Fritz Sauckel is a man who was convicted of crimes against humanity at the Nuremberg trial and died by hanging in 1946. He died because humanity condemned his actions in organizing what was essentially slave labour and for his role in the evils of Nazi Germany during the coruse of World War II. He was a man that did evil in the sight of both humanity and history. Why is it, you might ask, that I bring up this man in a discussion of grace, I bring him up because he has shown me something that has truly torn me to the core of how I have considered myself to be Christian:
I am ashamed of the gospel of Christ,
even though it is the power of God unto salvation to every one that believes.
Why is it that I say that I am ashamed of the very thing that I beleive has given me life and breath and purpose? It is because this man, Fritz Sauckel, a Nazi, a man who forced slave labour, a man who helped the government of Hitler function, and a person who humanity has deemed too evil to live for his crimes against humanity, is my brother in Christ.
Grace truly is a scandal; the gospel is a scandal. It refuses to make sense we want it to and it reaches far further than any human could possibly want or imagine. Sauckel and several others like him are by far the strongest examples that I’ve seen of this. People who the world condemned as among the most evil in all of history, I will see in heaven. And I am ashamed of the gospel of Christ because the more I thought about this the more I realized how much I would have refused him the message of the gospel, the message of hope in Christ, because of that very evil that has condemned him to death in the eyes of the law of this world. This, dear readers, is not the gospel because the gospel is for every person because Christ died so that the just requirement of the law might be fulfilled in us who walk not according to the flesh, but according to the spirit.
However, in the story of those new Christians who were killed in the Nuremberg trials, we find a true example of grace and mercy in the minister to those men: Henry Gerecke, a Lutheran chaplain. He was a man who had his family deeply injured by the horrors of war, who had seen the results of the horrors of the Dachau concentration camp, and he was a man who, when given the opportunity to return home, rejected return for a ministry with some of humanity’s most visibily depraved people. What stopped him from returning home was a passion for the truth of the gospel and a recognition of its necessity for all people.

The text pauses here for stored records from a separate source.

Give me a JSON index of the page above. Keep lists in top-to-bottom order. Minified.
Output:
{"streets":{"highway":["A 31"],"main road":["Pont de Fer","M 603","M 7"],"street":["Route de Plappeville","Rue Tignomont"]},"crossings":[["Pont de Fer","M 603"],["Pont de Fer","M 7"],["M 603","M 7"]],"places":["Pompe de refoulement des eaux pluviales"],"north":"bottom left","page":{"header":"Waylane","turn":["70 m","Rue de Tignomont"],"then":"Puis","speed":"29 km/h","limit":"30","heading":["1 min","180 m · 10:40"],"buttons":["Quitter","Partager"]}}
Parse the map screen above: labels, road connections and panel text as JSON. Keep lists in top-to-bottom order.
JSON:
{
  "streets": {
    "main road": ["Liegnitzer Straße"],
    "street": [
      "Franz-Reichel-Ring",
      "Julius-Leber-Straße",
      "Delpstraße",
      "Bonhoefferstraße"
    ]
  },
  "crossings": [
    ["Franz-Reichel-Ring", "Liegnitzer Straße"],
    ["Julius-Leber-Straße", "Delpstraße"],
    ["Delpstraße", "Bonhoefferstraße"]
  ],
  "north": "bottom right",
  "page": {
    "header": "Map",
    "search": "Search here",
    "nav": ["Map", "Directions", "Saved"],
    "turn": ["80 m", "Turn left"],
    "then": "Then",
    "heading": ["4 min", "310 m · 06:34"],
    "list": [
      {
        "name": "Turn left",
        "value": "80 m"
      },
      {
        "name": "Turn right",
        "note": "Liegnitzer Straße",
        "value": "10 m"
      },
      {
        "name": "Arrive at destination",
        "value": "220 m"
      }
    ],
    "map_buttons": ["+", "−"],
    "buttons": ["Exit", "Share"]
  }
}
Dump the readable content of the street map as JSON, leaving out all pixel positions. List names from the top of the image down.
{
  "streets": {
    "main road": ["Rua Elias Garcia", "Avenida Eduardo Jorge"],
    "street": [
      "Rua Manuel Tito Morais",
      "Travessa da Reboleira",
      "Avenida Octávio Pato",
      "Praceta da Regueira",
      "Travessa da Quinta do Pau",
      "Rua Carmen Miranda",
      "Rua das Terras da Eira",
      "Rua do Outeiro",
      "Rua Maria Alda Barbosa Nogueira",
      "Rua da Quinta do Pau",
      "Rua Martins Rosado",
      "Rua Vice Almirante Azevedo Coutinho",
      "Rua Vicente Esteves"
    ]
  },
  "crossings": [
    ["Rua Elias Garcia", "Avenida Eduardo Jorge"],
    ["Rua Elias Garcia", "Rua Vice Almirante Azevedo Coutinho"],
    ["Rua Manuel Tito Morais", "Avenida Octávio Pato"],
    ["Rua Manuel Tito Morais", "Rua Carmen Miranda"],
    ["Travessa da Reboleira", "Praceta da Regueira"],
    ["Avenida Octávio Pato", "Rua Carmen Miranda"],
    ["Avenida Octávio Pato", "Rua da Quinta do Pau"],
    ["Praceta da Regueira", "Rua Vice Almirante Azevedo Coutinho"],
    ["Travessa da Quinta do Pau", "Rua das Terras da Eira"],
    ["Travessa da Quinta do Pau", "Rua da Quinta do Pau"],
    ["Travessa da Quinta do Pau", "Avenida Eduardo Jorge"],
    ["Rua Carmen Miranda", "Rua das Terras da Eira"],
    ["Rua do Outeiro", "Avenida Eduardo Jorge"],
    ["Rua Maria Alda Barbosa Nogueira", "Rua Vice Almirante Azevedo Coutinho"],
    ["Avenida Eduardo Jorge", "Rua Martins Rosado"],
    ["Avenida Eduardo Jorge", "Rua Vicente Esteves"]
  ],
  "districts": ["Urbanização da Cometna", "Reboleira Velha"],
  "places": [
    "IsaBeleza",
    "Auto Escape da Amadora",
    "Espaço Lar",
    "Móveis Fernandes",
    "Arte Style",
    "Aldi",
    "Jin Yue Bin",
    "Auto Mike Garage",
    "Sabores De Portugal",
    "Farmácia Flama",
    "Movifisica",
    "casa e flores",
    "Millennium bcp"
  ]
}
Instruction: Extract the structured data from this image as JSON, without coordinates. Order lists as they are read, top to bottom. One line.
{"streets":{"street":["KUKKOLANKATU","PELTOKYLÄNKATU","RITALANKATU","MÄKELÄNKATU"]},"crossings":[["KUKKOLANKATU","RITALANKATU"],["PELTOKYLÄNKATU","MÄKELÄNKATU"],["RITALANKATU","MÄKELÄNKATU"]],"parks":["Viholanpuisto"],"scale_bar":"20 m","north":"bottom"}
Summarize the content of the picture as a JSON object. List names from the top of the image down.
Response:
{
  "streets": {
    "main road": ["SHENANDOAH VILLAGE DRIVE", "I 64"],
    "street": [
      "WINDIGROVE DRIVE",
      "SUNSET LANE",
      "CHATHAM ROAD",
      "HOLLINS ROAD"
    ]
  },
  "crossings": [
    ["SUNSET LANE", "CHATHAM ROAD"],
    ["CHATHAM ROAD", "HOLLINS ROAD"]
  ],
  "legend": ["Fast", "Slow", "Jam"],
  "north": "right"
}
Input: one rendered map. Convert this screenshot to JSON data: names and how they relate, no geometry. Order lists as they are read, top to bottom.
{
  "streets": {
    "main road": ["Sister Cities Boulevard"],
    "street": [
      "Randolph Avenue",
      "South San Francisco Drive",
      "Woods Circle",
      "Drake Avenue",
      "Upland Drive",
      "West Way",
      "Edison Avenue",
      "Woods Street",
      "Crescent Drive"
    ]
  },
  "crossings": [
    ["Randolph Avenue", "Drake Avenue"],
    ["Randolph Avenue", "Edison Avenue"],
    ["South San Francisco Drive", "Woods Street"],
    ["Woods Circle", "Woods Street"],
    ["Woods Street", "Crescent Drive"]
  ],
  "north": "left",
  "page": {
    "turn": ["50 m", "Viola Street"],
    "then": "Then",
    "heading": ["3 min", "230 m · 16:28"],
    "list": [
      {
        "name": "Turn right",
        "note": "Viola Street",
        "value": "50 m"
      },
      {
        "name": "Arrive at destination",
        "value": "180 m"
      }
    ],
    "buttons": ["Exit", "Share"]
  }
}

I’ve known of this story for several months now, but only recently have I realized that should I have been given the same opportunity I would have readily left for home; I would have opted to let someone else minister to those men whom the world hated. I wouldn’t have shared the only source of life with those whom I determined to be of less worth to humanity. This is why I am ashamed of the gospel of Christ; where I talk of its transformative power, of undeserved merit in the sight of God, of the gospel as the origin of all hope, and of its power to bring us into communion once more with God, I would have still rejected the opportunity to share a source of life because these men did what was right in their own eyes. It is humbling to be shown hypocracy, more still to know that such an attitude can still carry over to how I interact with others in my current life. Do I show compassion and mercy to those who have wronged me, do I care for the poor, do I earnestly believe the gospel is the highest medicine to those in the depths of depression? I suppose I should say no, I don’t, regardless of what my words may say.
Who Gerecke was is of little consequence because he is merely a servant, a man who heard the call of God and went. It is now my hope and prayer, after realizing the greatness of my hypocracy, after being convicted of my own deep broknness, that I can always hold the gospel with the highest regard knowing that it is medicine to the sick, life to the dead, and freedom to the condemned. May God bring me ever closer to the likeness of Christ in mercy, in compassion, and in love for others carrying always the message of the gospel, the greatest news that has been given to us on this earth.
Christ, have mercy upon me, a sinner.
Thanks be to God, for Christ’s gospel of grace has saved me a sinner.